Al frente, sobre un camión de estacas cinco hombres van dando tumbos, manteniendo el equilibrio, uno de ellos encendió un cigarrillo, lo aspiro con pausa y soltó el aire mezclado con el humo lento, tenía el cabello cubierto de un talco gris, pedacitos de piedra en la chemise y el peso del día en los hombros algo caídos.
Lo imagine llegando a su casa, ante la frugalidad de una cena preparada por manos igual de cansadas, quizás unos niños dando vueltas por la casa entre risas y llanto, lo imagine frente al ahora que vivía y al mañana que lo esperaba sin muchas sorpresas.
Palpe la ciudad con cuidado desde el mismo corazón de cada habitante y la realidad se abrió paso ante mi creando nuevas dimensiones para ese abismo al que me he asomado tantas veces y alejándome de mi mundo de hadas donde todo huele a rosas, a rosas sin espinas, es decir sin dolor y la justicia, la honestidad, la igualdad persisten.

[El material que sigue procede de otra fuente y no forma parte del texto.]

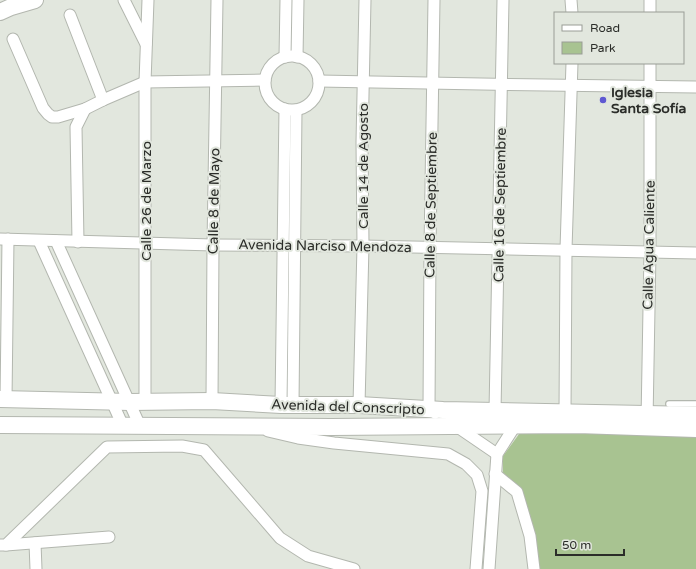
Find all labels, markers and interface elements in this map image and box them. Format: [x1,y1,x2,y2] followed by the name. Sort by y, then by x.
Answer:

La realidad es otra cosa. Un estado, un mundo, un lugar al que no me gusta ir, al menos no por voluntad propia, pero me aborda, me busca mas veces de las que estoy dispuesta a reconocer, más que nada por lo caro que cuesta soñar en ella, por lo difícil que es verle la cara y no sentir, por lo fácil que es hablar de ella y saber que no hay un remedio, una solución, un planteamiento. Es y punto. Desde allí me visten de despistada, de frívola, de tantas cosas que terminan generalmente con una frase contundente, velada de reclamo: “¿En que mundo vives?” En este mas de lo que me gusta, quisiera responder, pero me callo, porque hay preguntas que nacen para que nadie las conteste. Ni siquiera yo.
Dios me rescata de mi dosis de realidad, dándome muestras de lo perfecto que creo todo, para cada realidad humana como herida abierta, el tiene un camino, una mano que extiende firme y antes de que caiga me sujeta y después que lloro por unas penas que no son mías en lo cercano pero me pertenecen como nos pertenecen a todos me seca las lagrimas con un soplo de brisa, me cobija el corazón con un atardecer anaranjado que lo entibia y lo derrama, me renueva la esperanza en una sonrisa llena de dientes ajenos, por un instante en medio del caos, del dolor, calma mi sed con fe.
El mundo sigue girando parece decirme, mientras guarda entre sus mangas todas mis preocupaciones que ya iban abriendo brechas para dejar correr mi angustia y anidar en mi garganta con un nudo cerrado que impide el llanto y riega la desesperanza en todo mi ser. Recoge cada uno de mis “no es justo”, con la paciencia infinita de un padre, porque sabe que explicarme los porque no vienen al caso en un aquí y un ahora, los entendimientos vienen en un futuro cuando el injusto hoy sea solo la piedra que el movió para abrirme un nuevo sendero.
Por eso en medio de este cobijo que me proporciona me siento amada y escuchada, llena de las bendiciones diarias, y le agradezco de corazón lo que se me concede pedido o no. Lo que me ocasiona zozobra, que me deja con el alma en un hilo y el aliento entrecortado, es saber si además de escuchar lo que le pido, me escucha cada vez que le doy las gracias, ¿o es como aprendí hace poco que existen circunstancias en las que al dar las gracias, una respuesta así sea ese recurrente “de nada” sobra?.